Suppose we know $B$ is upper bound for solution size then we know $$f(x_1,\dots,x_z)=0$$ is solvable over $\mathbb Z^z$ iff $$f(x_1,\dots,x_z)=0\bmod p$$ is solvable for a suitable prime $p$ at least of size $$f_{max,B}=\max_{\substack{(x_1,\dots,x_z)\in\mathbb Z^z\\\|(x_1,\dots,x_z)\|_\infty<B}}\big|f_+(x_1,\dots,x_z)+f_-(x_1,\dots,x_z)\big|$$ where $$f(x_1,\dots,x_z)=f_+(x_1,\dots,x_z)-f_-(x_1,\dots,x_z)$$ where each coefficient of $f_+(x_1,\dots,x_z)$ and $f_-(x_1,\dots,x_z)$ is non-negative (in the iff only part I meant to say only look at $x_i:|X_i|<B$ even when considering $\bmod p$).
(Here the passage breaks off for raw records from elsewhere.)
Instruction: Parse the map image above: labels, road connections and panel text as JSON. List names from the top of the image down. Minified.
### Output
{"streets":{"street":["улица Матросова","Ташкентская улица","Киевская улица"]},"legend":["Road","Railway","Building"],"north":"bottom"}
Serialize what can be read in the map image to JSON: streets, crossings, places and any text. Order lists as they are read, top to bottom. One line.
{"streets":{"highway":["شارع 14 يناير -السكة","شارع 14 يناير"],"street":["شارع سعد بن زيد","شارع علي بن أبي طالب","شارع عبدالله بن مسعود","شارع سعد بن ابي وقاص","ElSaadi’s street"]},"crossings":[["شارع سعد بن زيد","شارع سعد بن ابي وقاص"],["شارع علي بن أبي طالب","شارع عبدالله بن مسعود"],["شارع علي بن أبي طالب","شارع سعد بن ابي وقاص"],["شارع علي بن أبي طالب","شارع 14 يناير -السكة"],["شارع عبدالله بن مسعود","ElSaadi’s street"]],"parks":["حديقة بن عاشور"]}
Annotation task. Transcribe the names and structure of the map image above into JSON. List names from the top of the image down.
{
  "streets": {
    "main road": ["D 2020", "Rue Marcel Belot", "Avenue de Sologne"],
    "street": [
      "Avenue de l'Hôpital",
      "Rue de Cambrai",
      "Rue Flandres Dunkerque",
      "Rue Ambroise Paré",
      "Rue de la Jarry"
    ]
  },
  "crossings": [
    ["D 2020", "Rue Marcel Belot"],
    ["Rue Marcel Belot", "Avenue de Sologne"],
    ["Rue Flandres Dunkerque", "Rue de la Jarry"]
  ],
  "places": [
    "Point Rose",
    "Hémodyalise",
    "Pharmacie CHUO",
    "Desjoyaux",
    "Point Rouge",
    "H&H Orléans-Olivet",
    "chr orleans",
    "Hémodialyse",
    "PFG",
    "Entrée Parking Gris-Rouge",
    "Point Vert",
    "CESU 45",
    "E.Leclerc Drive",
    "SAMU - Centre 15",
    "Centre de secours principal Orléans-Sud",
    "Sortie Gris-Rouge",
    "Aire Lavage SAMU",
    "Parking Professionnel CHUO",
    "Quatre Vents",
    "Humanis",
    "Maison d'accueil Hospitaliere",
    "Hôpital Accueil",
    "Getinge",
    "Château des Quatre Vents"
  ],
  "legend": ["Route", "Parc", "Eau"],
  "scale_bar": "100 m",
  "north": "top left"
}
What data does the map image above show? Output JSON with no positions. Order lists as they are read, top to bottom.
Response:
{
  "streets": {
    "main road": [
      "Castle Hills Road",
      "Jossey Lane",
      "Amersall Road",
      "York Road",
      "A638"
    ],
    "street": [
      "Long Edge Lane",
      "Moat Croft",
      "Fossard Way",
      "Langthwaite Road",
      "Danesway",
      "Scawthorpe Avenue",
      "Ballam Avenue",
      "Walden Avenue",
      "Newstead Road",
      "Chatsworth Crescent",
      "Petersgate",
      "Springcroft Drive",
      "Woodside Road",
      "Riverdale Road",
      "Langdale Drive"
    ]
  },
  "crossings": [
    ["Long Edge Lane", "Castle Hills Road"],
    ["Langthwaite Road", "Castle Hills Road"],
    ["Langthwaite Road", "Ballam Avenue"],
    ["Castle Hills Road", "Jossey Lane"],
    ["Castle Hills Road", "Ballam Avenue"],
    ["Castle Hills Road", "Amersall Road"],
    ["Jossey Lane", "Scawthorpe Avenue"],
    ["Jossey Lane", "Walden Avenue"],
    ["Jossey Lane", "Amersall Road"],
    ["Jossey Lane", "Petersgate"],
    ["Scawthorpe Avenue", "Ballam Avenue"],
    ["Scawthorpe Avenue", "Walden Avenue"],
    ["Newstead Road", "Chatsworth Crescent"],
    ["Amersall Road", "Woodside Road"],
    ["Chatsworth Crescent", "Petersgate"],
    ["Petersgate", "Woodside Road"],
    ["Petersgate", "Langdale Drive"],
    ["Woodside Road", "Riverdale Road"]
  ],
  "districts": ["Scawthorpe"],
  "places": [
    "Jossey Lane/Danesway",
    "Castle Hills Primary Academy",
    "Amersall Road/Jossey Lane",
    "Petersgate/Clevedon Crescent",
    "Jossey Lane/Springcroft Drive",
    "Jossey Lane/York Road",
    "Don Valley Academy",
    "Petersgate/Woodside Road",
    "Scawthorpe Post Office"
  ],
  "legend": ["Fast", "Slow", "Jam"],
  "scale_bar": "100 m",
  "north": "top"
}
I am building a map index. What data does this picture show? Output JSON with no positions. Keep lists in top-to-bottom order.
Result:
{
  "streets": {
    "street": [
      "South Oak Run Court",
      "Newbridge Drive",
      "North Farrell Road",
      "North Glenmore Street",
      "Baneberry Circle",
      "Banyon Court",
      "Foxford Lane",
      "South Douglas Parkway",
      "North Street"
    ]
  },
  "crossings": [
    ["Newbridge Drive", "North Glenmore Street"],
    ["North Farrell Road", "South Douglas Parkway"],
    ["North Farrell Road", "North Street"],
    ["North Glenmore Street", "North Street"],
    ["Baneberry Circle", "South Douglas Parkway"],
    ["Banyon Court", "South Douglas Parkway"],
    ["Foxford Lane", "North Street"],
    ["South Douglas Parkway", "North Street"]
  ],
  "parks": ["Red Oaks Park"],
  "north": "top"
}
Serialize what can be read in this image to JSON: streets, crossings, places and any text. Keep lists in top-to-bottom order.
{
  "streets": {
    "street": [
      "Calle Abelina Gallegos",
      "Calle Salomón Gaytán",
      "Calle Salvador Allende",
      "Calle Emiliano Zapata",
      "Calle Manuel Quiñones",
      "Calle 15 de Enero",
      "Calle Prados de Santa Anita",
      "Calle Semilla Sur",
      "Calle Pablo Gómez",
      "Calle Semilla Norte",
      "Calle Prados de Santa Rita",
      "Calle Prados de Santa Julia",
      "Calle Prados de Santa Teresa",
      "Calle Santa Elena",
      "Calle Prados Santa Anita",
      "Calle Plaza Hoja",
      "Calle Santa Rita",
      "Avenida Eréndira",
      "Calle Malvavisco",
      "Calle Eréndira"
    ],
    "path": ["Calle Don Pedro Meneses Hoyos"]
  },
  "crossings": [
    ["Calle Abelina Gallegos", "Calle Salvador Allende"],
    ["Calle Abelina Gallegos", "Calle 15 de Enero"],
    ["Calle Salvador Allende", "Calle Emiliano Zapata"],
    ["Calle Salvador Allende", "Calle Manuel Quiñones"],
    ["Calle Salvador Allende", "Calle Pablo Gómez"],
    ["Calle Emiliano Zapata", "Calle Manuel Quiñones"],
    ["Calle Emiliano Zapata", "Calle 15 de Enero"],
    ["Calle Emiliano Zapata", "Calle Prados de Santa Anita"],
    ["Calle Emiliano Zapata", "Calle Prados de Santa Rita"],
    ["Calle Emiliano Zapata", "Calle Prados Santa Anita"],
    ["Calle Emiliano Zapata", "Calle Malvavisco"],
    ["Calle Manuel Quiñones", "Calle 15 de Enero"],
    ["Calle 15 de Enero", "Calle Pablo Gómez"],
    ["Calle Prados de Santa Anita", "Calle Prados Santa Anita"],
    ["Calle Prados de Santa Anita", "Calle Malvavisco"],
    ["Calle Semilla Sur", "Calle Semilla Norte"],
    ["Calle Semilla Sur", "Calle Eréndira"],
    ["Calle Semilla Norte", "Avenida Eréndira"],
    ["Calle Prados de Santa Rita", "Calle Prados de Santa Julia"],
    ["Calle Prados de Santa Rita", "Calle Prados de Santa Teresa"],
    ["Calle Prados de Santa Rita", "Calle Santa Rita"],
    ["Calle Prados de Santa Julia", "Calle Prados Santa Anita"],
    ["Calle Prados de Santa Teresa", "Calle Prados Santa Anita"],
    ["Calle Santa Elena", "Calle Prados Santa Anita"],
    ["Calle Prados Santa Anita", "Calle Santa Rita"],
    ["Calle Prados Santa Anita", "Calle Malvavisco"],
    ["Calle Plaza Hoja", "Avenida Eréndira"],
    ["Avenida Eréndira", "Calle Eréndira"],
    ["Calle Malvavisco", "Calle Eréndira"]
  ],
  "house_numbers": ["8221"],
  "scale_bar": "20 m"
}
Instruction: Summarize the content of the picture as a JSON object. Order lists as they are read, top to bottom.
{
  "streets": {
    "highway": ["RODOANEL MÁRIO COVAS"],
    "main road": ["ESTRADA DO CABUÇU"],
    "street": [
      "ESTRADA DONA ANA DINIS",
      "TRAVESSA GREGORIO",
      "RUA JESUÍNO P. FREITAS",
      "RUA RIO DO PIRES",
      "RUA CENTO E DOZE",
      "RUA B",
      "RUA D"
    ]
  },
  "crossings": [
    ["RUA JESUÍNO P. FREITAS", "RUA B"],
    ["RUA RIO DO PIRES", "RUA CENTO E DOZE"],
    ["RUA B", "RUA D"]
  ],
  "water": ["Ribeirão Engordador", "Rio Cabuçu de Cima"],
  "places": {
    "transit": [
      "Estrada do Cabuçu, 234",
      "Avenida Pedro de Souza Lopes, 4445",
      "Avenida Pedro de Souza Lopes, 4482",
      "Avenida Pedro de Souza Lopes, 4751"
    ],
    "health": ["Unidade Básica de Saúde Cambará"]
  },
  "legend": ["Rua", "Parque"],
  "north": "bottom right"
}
Is this the best we can do?

Can we reduce solving for $(x_1,\dots,x_z)\in\mathbb Z^z$ with $$\|(x_1,\dots,x_z)\|_\infty<B$$ to solving $$f(x_1,\dots,x_z)=0\bmod q_i$$ for $i\in\{1,\dots,t\}$ such that $\prod_{i=1}^tq_i>f_{max,B}$ holds or is there an obstruction to getting such a 'Diophantine' Chinese Remainder Theorem?

If above is too optimistic there perhaps are there other approaches?


Reason to believe anything canonical will not easily work. Take Diophantine equation $$f(x_1,x_2)=x_1x_2-PQ=0$$ where $P,Q$ are primes where $B=\lceil\sqrt{2PQ}\rceil$. Clearly if there is a neat 'Diophantine' Chinese Remainder theorem we can break $\mathsf{RSA}$.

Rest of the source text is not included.